These are uncertain times; make no mistake. No one really knows how this new pandemic that has already spread around the globe and shaken the financial markets will impact real estate or the rest of the economy. What we do know, is that we have woken up to a new reality. And in the short term, many industries such as travel and entertainment and small business will take massive blows. It is likely that a recession is around the corner, if one hasn’t already arrived.
The last time a recession hit the housing market was in 2008, and many individuals who had the wisdom to take advantage of it made a lot of money by buying low. Consider housing markets in pockets of California, Florida, and New York where real estate prices have skyrocketed since the last plunge.

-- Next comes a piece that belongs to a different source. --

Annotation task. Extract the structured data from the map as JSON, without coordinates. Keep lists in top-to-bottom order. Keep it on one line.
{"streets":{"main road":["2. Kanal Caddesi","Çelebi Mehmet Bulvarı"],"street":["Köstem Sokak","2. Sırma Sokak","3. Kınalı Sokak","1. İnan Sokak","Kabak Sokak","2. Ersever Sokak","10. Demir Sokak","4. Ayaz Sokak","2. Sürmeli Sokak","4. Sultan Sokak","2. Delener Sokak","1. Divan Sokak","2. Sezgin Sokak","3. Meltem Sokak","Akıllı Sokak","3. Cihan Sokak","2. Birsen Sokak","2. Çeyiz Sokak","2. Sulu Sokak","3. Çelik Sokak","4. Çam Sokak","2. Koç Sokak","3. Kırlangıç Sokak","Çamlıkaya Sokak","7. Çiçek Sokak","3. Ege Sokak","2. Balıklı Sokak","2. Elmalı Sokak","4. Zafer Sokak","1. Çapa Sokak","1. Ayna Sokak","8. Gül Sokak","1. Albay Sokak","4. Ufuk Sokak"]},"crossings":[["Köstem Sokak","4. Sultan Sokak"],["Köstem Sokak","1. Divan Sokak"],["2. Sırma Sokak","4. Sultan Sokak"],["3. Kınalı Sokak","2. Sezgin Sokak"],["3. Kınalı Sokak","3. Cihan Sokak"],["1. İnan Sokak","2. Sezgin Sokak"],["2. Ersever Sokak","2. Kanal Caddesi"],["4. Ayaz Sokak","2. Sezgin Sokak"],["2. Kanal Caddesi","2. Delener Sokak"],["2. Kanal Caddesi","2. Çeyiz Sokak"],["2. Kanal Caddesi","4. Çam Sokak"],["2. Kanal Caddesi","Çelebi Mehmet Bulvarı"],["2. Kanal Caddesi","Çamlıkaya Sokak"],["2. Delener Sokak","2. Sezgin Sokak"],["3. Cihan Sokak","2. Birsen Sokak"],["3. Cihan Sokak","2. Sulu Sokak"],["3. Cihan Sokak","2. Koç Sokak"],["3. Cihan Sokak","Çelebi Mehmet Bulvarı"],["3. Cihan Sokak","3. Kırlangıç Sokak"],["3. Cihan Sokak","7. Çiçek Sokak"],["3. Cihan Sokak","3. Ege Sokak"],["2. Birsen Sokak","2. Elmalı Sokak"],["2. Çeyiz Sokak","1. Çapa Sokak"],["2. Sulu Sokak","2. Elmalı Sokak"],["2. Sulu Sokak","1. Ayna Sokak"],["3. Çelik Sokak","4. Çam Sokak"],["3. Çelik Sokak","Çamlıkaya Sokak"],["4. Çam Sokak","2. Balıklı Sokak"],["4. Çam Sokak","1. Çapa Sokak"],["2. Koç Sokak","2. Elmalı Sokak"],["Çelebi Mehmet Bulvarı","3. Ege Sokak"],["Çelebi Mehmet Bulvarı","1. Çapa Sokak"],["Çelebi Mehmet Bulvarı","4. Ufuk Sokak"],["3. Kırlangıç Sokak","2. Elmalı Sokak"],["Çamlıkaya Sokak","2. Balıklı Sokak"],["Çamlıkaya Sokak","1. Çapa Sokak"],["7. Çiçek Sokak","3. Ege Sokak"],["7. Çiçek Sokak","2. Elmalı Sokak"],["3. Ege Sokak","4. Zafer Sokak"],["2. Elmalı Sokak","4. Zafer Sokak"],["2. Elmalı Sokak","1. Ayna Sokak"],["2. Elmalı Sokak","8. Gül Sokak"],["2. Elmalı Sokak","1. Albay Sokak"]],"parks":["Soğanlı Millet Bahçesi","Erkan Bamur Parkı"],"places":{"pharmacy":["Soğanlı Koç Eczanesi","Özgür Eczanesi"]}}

So while there is so much we don’t know yet about what will happen in the next few months, you can probably place your bets on the fact that a lot of markets will be suffering if the current stay at home policy is prolonged.
It will probably be wise to hold off on purchasing in working class neighborhoods where ordinary mortgage paying workers who are not entitled to sick leave or who cannot afford day care, may be putting up their homes for sale. Those markets are certain to take a short term dip, although, if you can wait out till the recovery, history is on your side if you can simply buy and hold. Conversely, in demographics where homeowners can collect a paycheck while working away from home, it will be a long time before the real estate markets experience a drop. Inventory may still remain fairly low in the more affluent neighborhoods as it’s been so far in 2020.
What we do know from 2008, is that the S&P 500 went on a free fall and saw its value cut in half, while the real estate market eventually followed in the footsteps of stocks. Back then, the real estate plunge provided a great deal of investment opportunity for those who were able to hold on to the properties for 5-10 years. Buying a home in 2008 sounds like a great investment opportunity now.
Another reason why buying a home right now may be a great timing is the historically low interest rates. The fact that so many people may not be able to qualify for buying a house during a recession, means that you may find a renter to pay the majority of the monthly payment while you hold on to the property and build equity.
But beware buying a home or trying to sell it could be a lot more challenging than in 2008. The most simple things like holding an open house may take a back seat. Already, homeowners across the country are requiring prospective buyers to wash their hands with hand sanitizers, and take their shoes off before stepping onto the property, not to mention the many potential buyers and agents who are flat out refusing to attend open houses.
Other psychological effects of the pandemic need to be considered as well. For example, some sellers may be skeptical of keeping their house on the market for fear of loss in value if it stays on the market if buyers stay uncertain. Some real estate brokers are already adapting to digital tools like virtual video tours, although most would probably agree that a serious buyer will need to visit the property in person.